Pink and black are popular today and aprons are having a come back I think. Here's a couple of our pink and black ones.
Pink and black are popular today and aprons are having a come back I think. Here's a couple of our pink and black ones.
That's my kitchen, and that is my friend Michelle. She is not only showing off our aprons very nicely but she is standing in front of my new cook top. I love that it is white like my countertops but not so sure about cooking on it.
Aprons have been cooks companions for hundreds of years. Worn by men and women for many tasks. But I think it was in the 1950's when they became kind of a status symbol of the perfect housewife. Maybe its that nostalgia that makes them so much fun.
Some might say today's aprons are a bit more stylish. But they can't beat the details of handwork that our mothers and grandmothers put into theirs. Maybe we just don't find the time or energy to do such tedious work. All those machines and gadgets that are suppose to save us time seem to eat it up. Irene, my embroidery machine, does great work, still it is not the same as the time and skill of work done by hand.
This is the email I received this week about aprons, that got me to thinking about them. So I thought I would share it with you as well.
The principal use of Grandma's apron was to protect the dress underneath because she only had a few. It was easier to wash aprons than dresses and they used less material, but along with that, it served as a potholder for removing hot pans from the oven.
It was wonderful for drying children's tears, and on occasion was even used for cleaning out dirty ears. From the chicken coop, the apron was used for carrying eggs, fussy chicks, and sometimes half-hatched eggs to be finished in the warming oven.
When company came, those aprons were ideal hiding places for shy kids. And when the weather was cold, grandma wrapped it around her arms. Chips and kindling wood were brought into the kitchen in that apron. Those big old aprons wiped many a perspiring brow, bent over the hot wood stove.
From the garden, it carried all sorts of vegetables. After the peas had been shelled, it carried out the hulls.

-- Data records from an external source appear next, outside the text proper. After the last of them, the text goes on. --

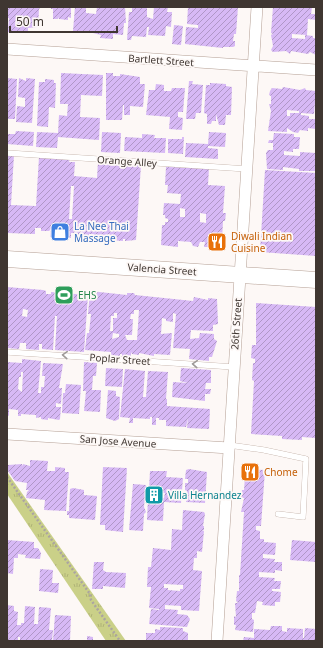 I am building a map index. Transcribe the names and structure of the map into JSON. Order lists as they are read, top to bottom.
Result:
{
  "streets": {
    "street": [
      "Bartlett Street",
      "Valencia Street",
      "26th Street",
      "San Jose Avenue"
    ],
    "lane": ["Orange Alley", "Poplar Street"]
  },
  "crossings": [
    ["Bartlett Street", "26th Street"],
    ["Orange Alley", "26th Street"],
    ["Valencia Street", "26th Street"],
    ["26th Street", "Poplar Street"],
    ["26th Street", "San Jose Avenue"]
  ],
  "one_way": ["Poplar Street"],
  "places": {
    "shop": ["La Nee Thai Massage"],
    "restaurant": ["Diwali Indian Cuisine", "Chome"],
    "sports": ["EHS"],
    "building": ["Villa Hernandez"]
  },
  "scale_bar": "50 m"
} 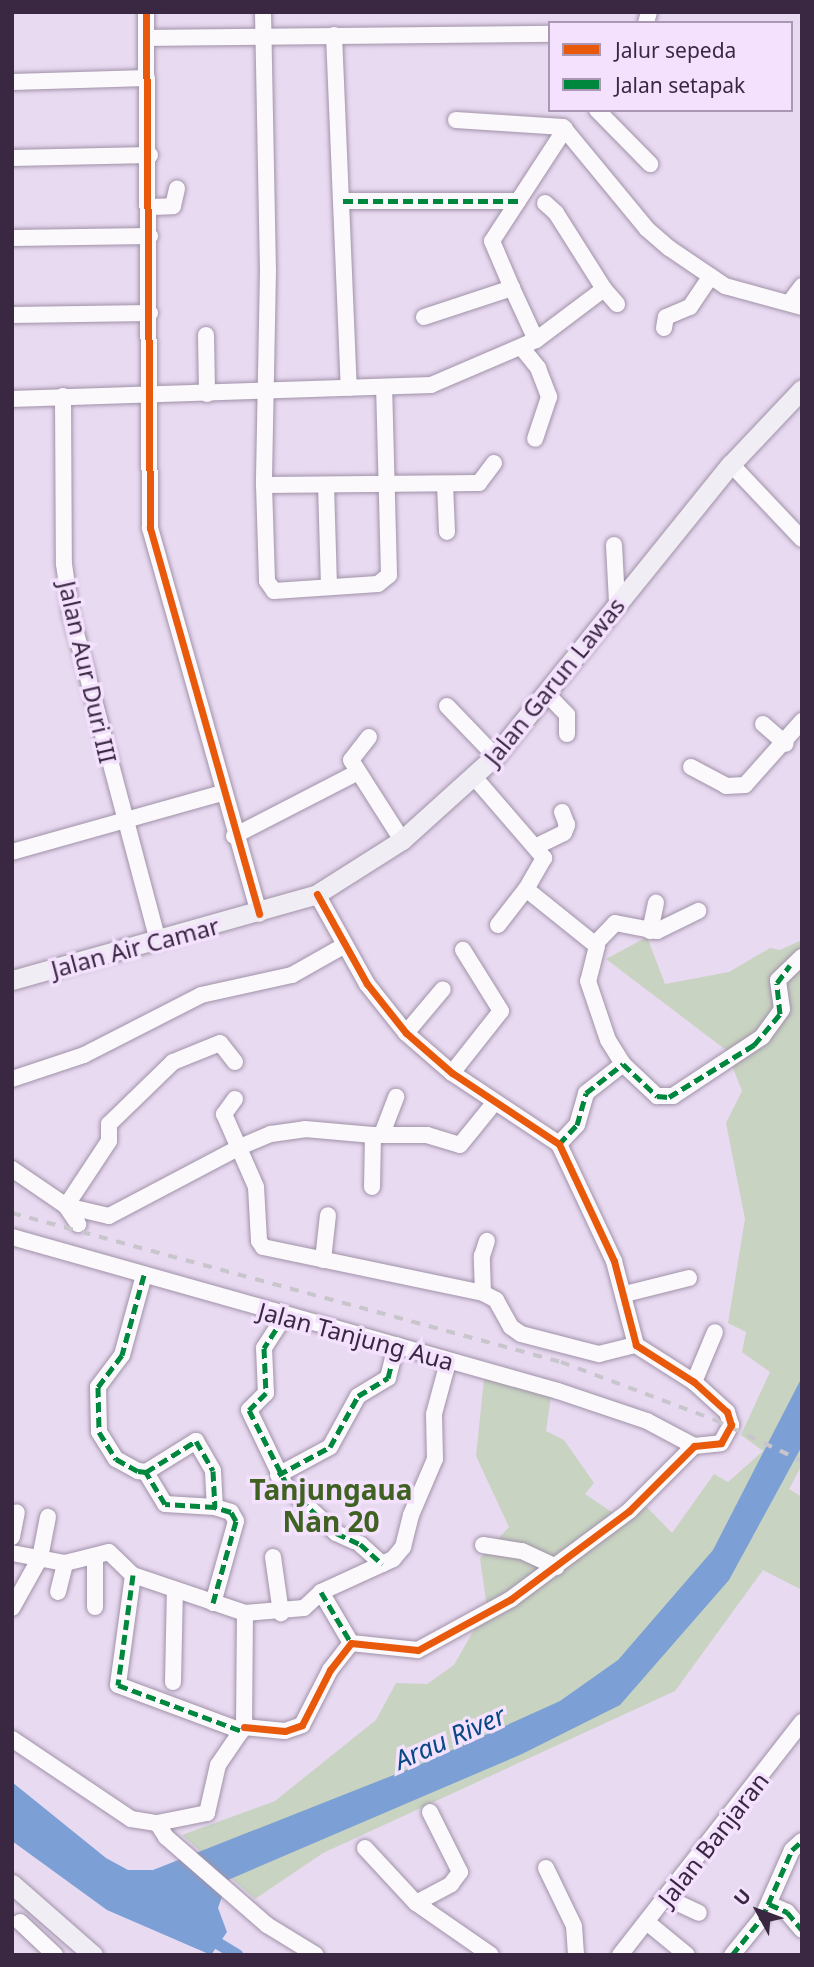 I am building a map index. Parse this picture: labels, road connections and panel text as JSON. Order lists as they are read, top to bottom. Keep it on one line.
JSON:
{"streets":{"main road":["Jalan Garun Lawas","Jalan Air Camar"],"street":["Jalan Aur Duri III","Jalan Tanjung Aua","Jalan Banjaran"]},"crossings":[["Jalan Aur Duri III","Jalan Air Camar"],["Jalan Garun Lawas","Jalan Air Camar"]],"districts":["Tanjungaua Nan 20"],"water":["Arau River"],"legend":["Jalur sepeda","Jalan setapak"],"north":"top left"} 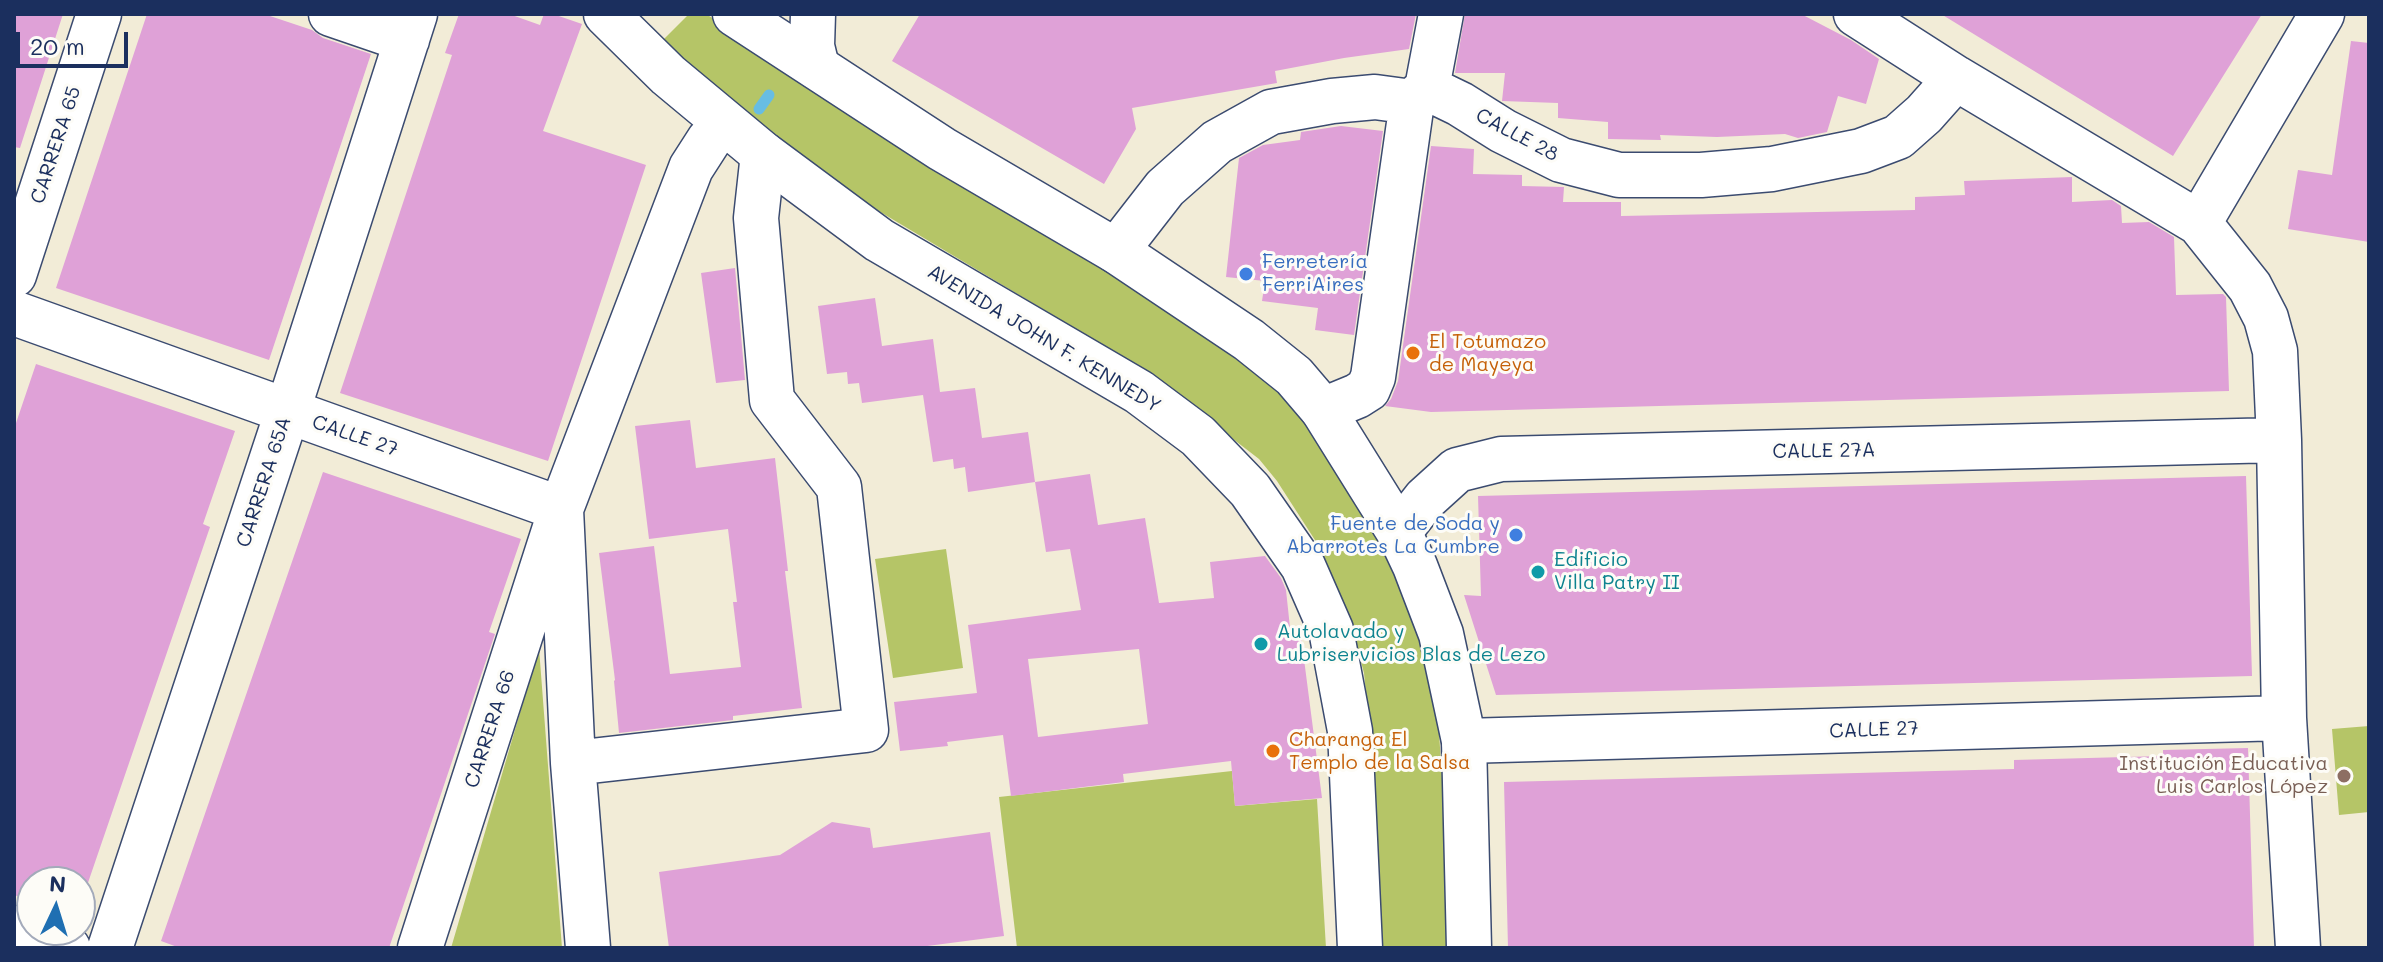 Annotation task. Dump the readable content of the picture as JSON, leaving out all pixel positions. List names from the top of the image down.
{
  "streets": {
    "street": [
      "CALLE 28",
      "CARRERA 65",
      "AVENIDA JOHN F. KENNEDY",
      "CALLE 27",
      "CALLE 27A",
      "CARRERA 65A",
      "CARRERA 66"
    ]
  },
  "crossings": [
    ["AVENIDA JOHN F. KENNEDY", "CARRERA 66"],
    ["CALLE 27", "CARRERA 65A"],
    ["CALLE 27", "CARRERA 66"]
  ],
  "places": [
    "Ferretería FerriAires",
    "El Totumazo de Mayeya",
    "Fuente de Soda y Abarrotes La Cumbre",
    "Edificio Villa Patry II",
    "Autolavado y Lubriservicios Blas de Lezo",
    "Charanga El Templo de la Salsa",
    "Institución Educativa Luis Carlos López"
  ],
  "scale_bar": "20 m",
  "north": "top"
}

In the fall, the apron was used to bring in apples that had fallen from the trees.
When unexpected company drove up the road, it was surprising how much furniture that old apron could dust in a matter of seconds. When dinner was ready, Grandma walked out onto the porch, waved her apron, and the men knew it was time to come in from the fields to dinner.
People would go crazy now trying to figure out how many germs were on that apron. But you know what? I don't think I ever caught anything from an apron.
It will be a long time before someone invents something that will replace that ' old-time apron' that served so many purposes.